____ PROVIDED MATERIAL
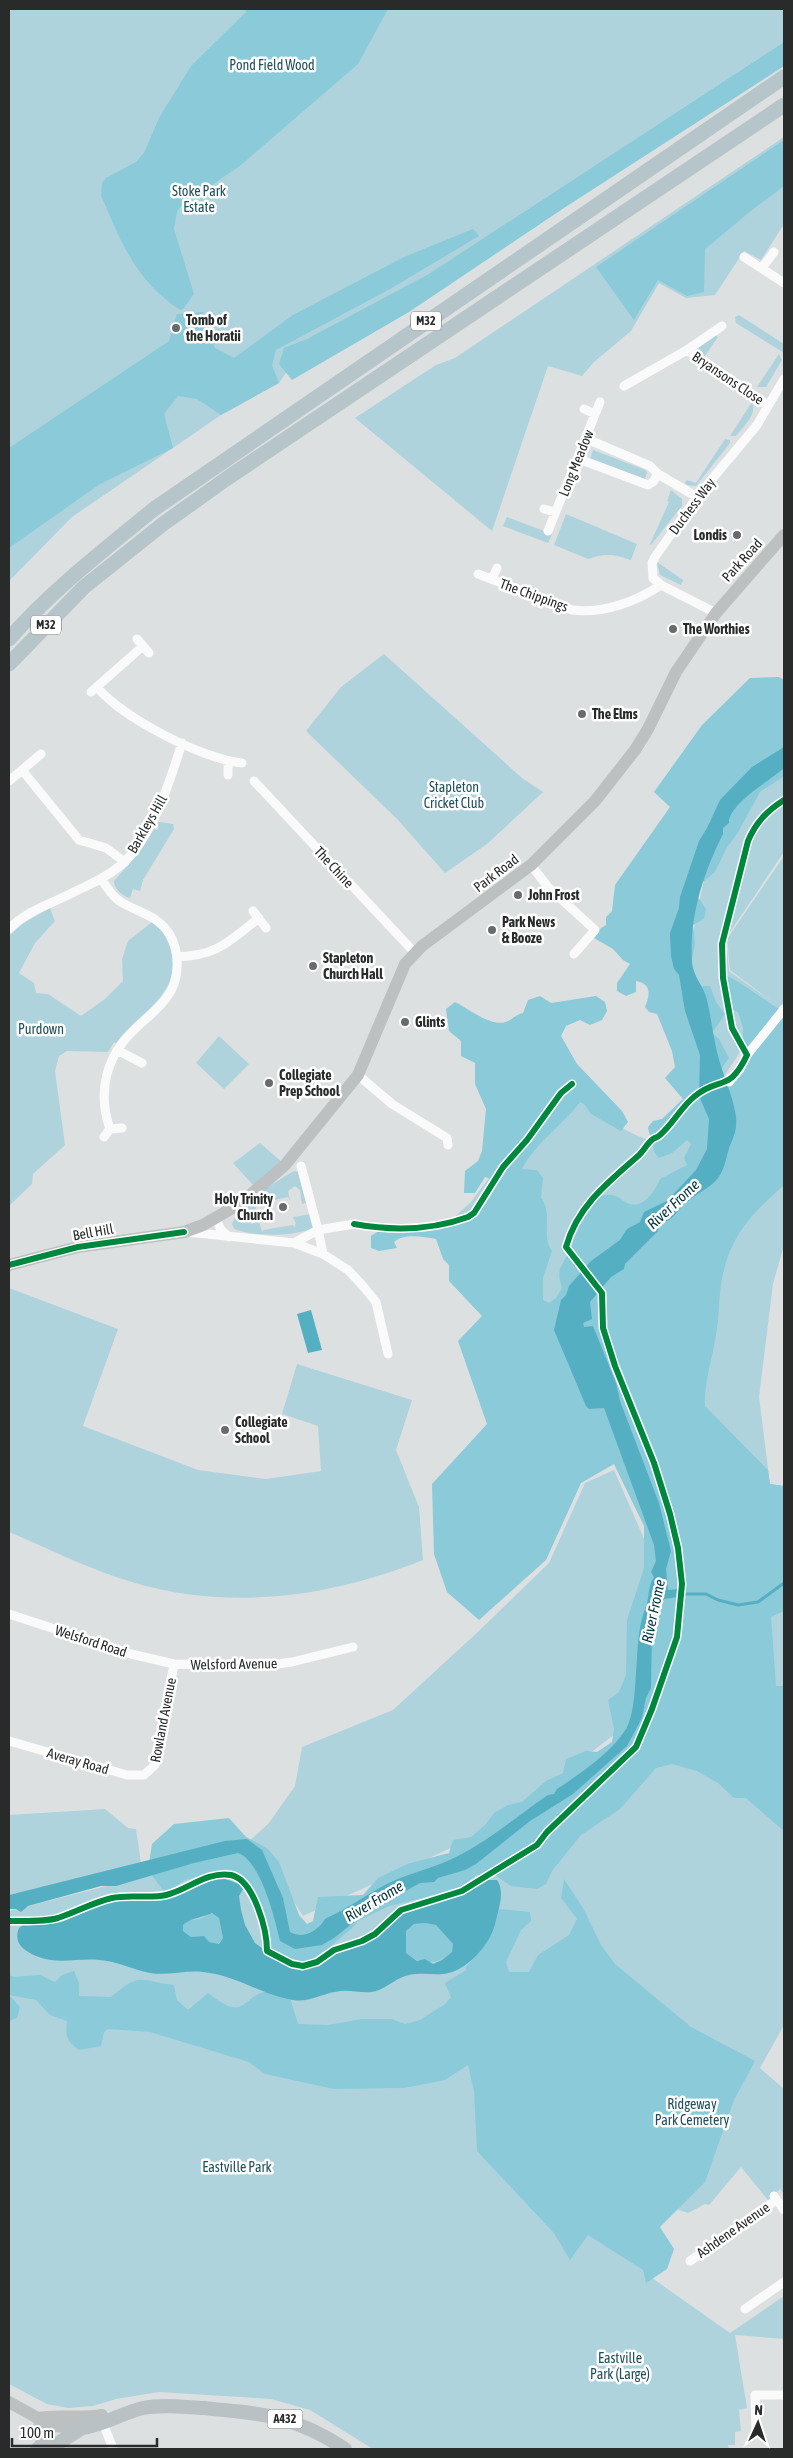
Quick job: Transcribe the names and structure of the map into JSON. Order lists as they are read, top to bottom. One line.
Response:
{"streets":{"highway":["M32"],"main road":["Park Road","Bell Hill","A432"],"street":["Bryansons Close","Long Meadow","Duchess Way","The Chippings","Barkleys Hill","The Chine","Welsford Road","Welsford Avenue","Rowland Avenue","Averay Road","Ashdene Avenue"]},"crossings":[["Bryansons Close","Duchess Way"],["Duchess Way","The Chippings"],["Park Road","The Chine"],["Park Road","Bell Hill"],["Welsford Road","Welsford Avenue"],["Welsford Road","Rowland Avenue"],["Welsford Avenue","Rowland Avenue"],["Rowland Avenue","Averay Road"]],"water":["River Frome"],"parks":["Pond Field Wood","Stoke Park Estate","Stapleton Cricket Club","Purdown","Ridgeway Park Cemetery","Eastville Park","Eastville Park (Large)"],"places":["Tomb of the Horatii","Londis","The Worthies","The Elms","John Frost","Park News & Booze","Stapleton Church Hall","Glints","Collegiate Prep School","Holy Trinity Church","Collegiate School"],"scale_bar":"100 m","north":"top"}
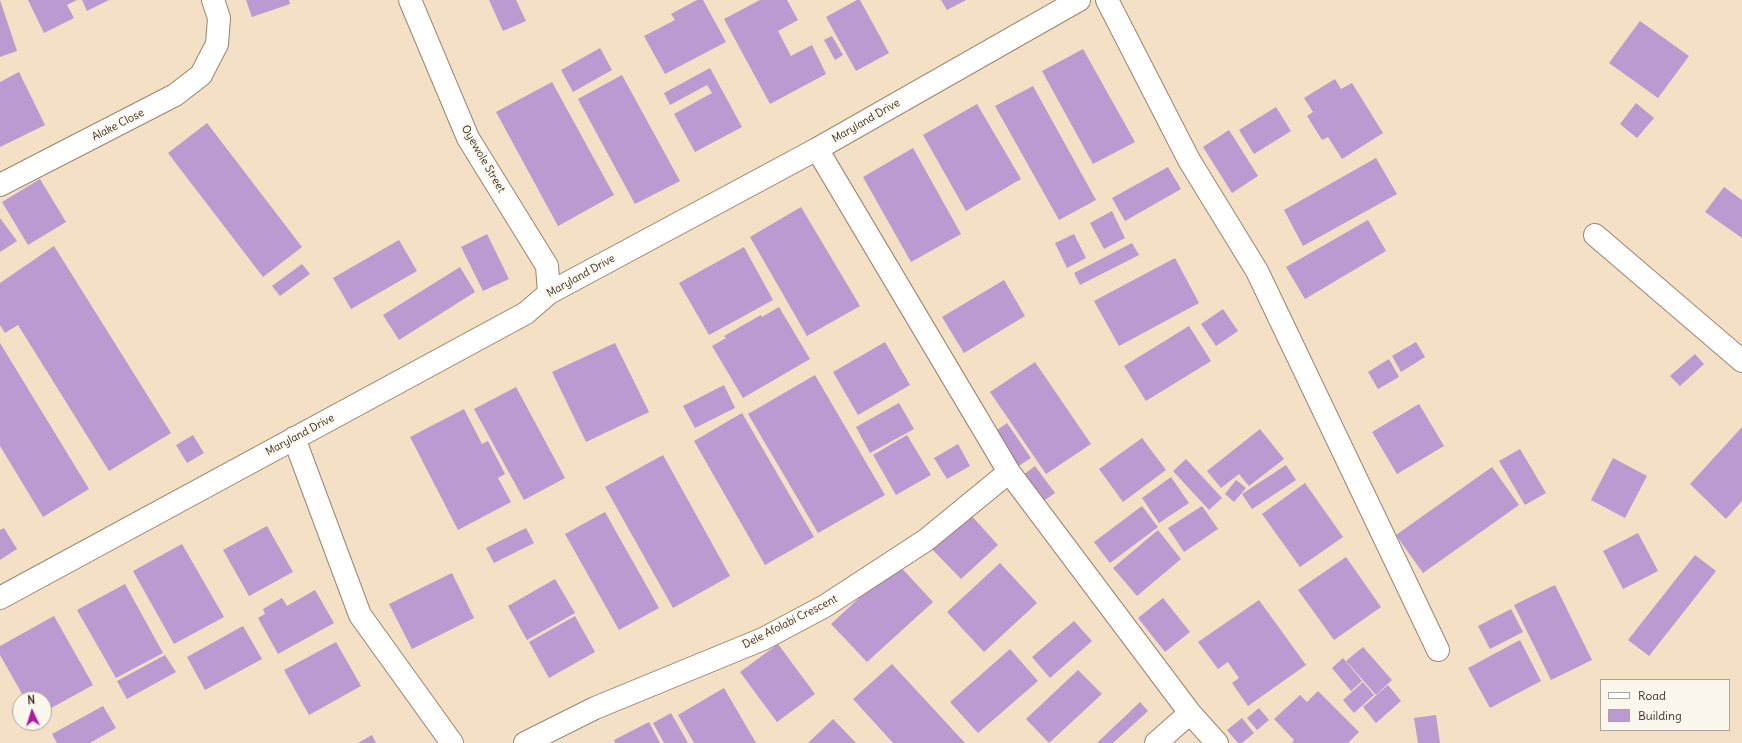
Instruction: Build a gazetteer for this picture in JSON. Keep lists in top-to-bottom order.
{
  "streets": {
    "street": [
      "Maryland Drive",
      "Alake Close",
      "Oyewole Street",
      "Dele Afolabi Crescent"
    ]
  },
  "crossings": [
    ["Maryland Drive", "Oyewole Street"]
  ],
  "legend": ["Road", "Building"],
  "north": "top"
}
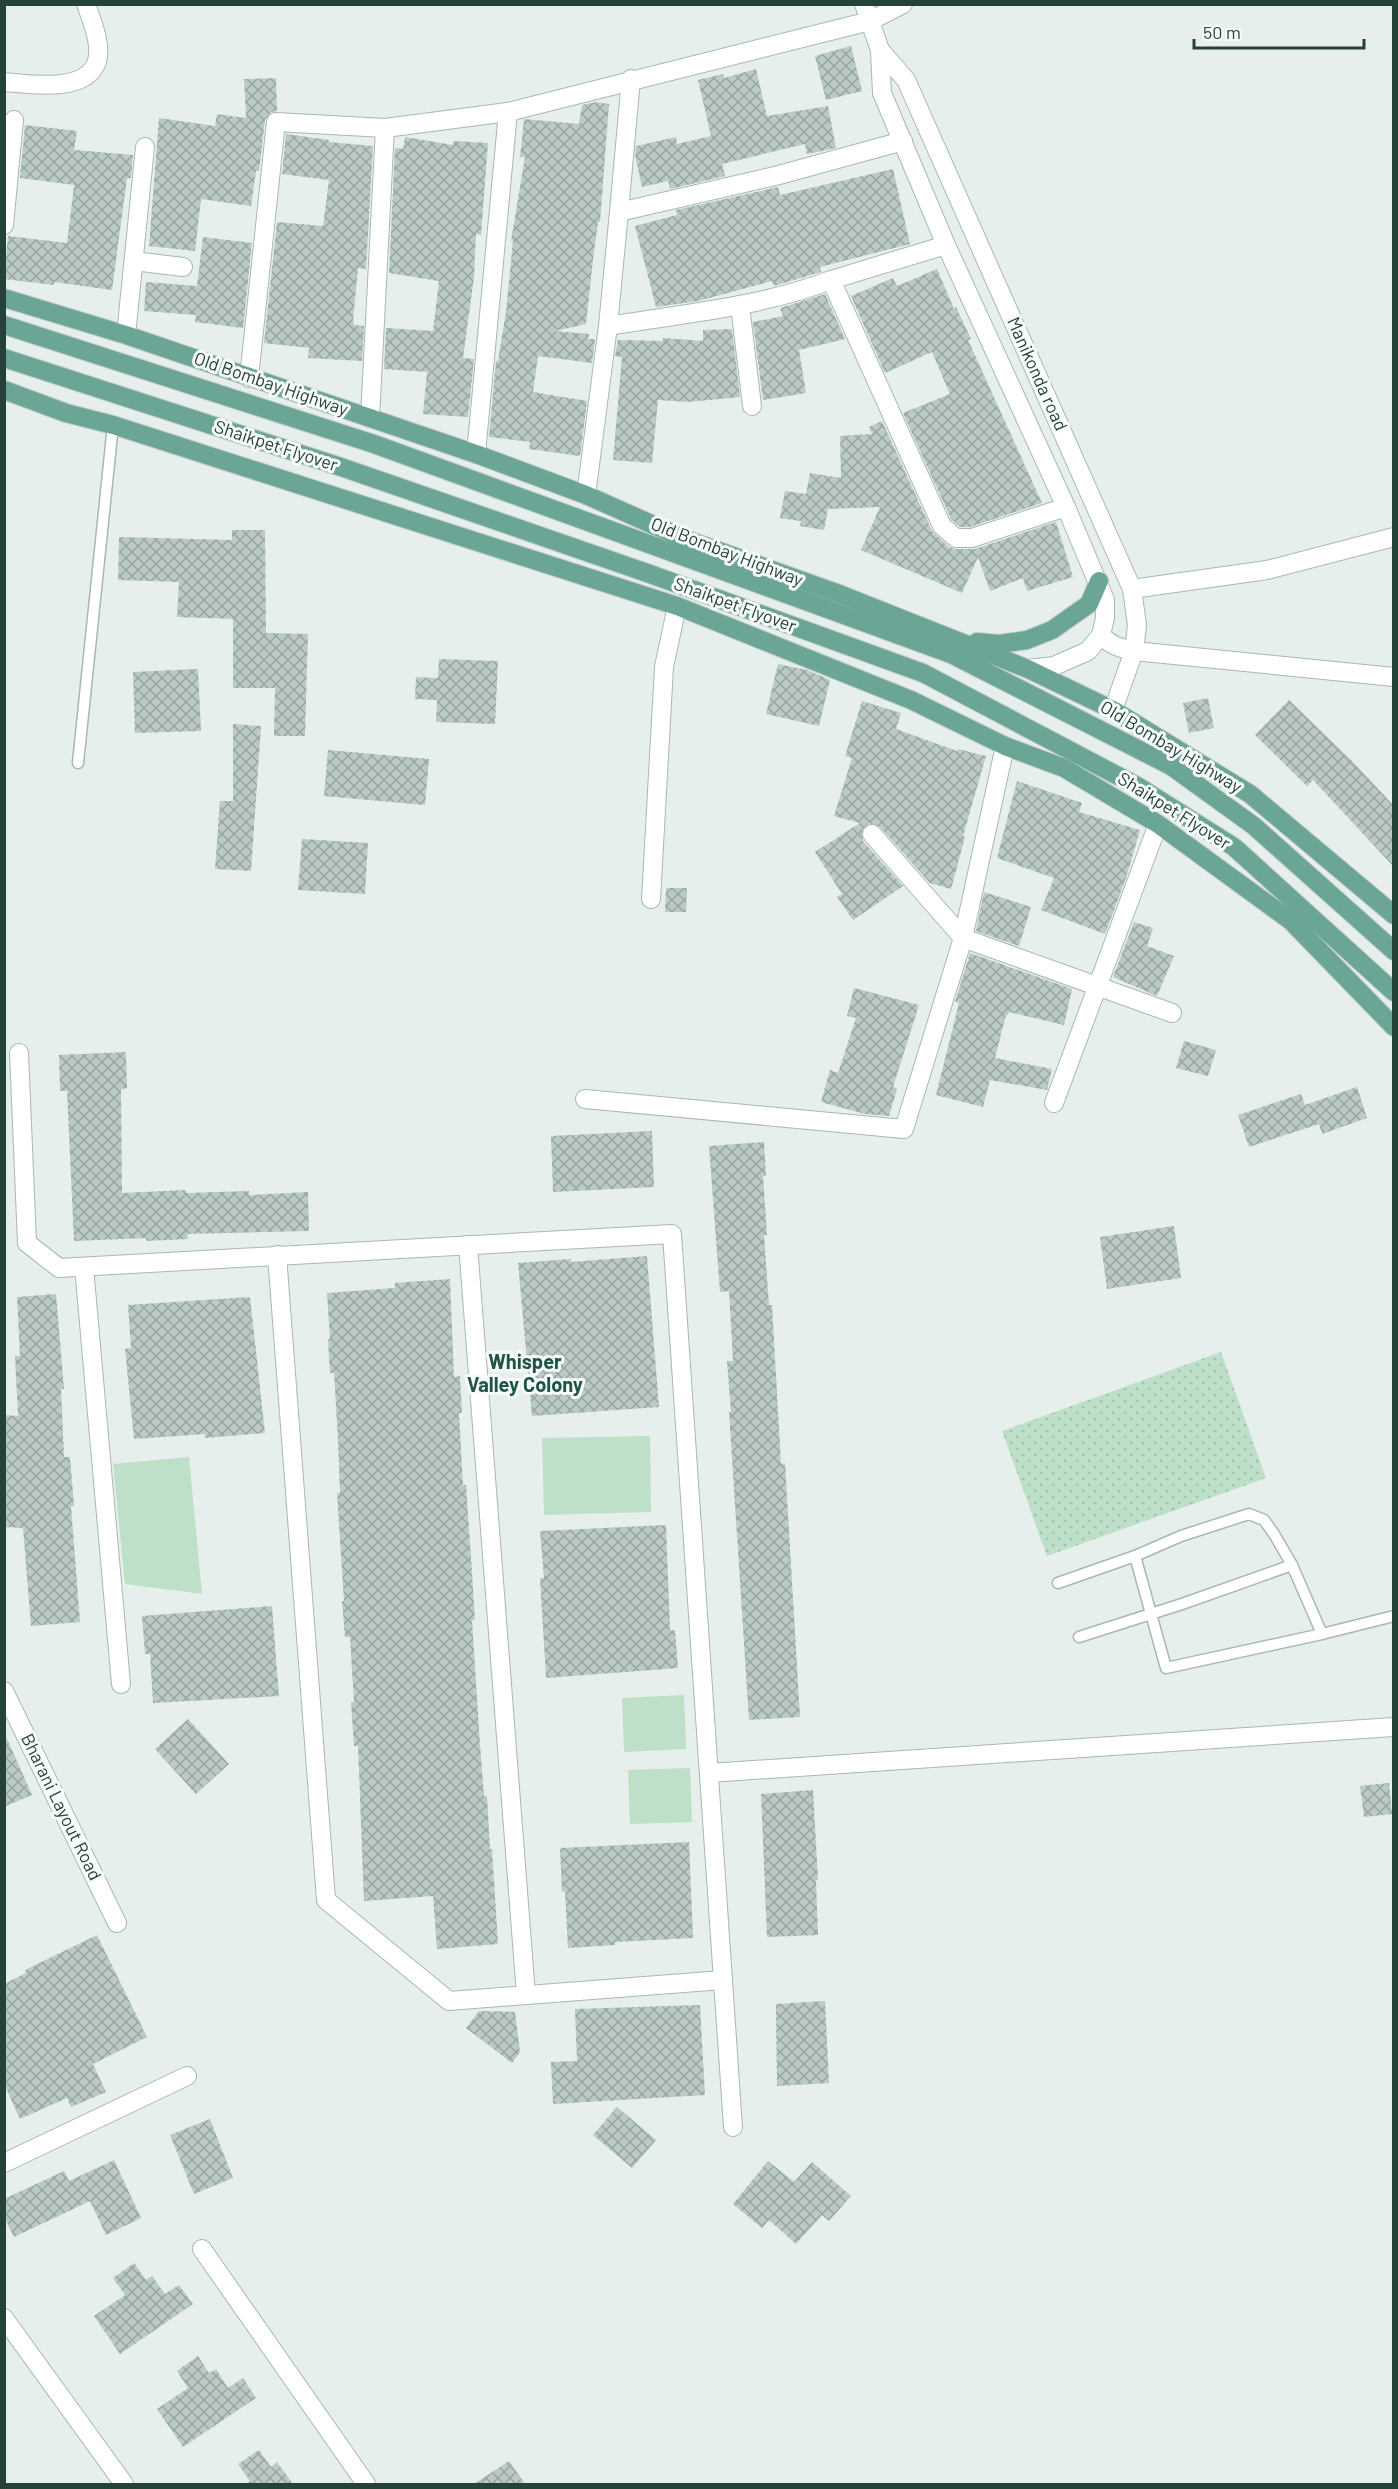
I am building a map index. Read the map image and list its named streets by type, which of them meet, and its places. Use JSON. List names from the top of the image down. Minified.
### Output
________
# WORK TASK
Only the lines from the one containing "I am building" through the end of the material should be copied, exactly as they stand; please keep both ends.

# EXERCISE RESPONSE
I am building a map index. Read the map image and list its named streets by type, which of them meet, and its places. Use JSON. List names from the top of the image down. Minified.
### Output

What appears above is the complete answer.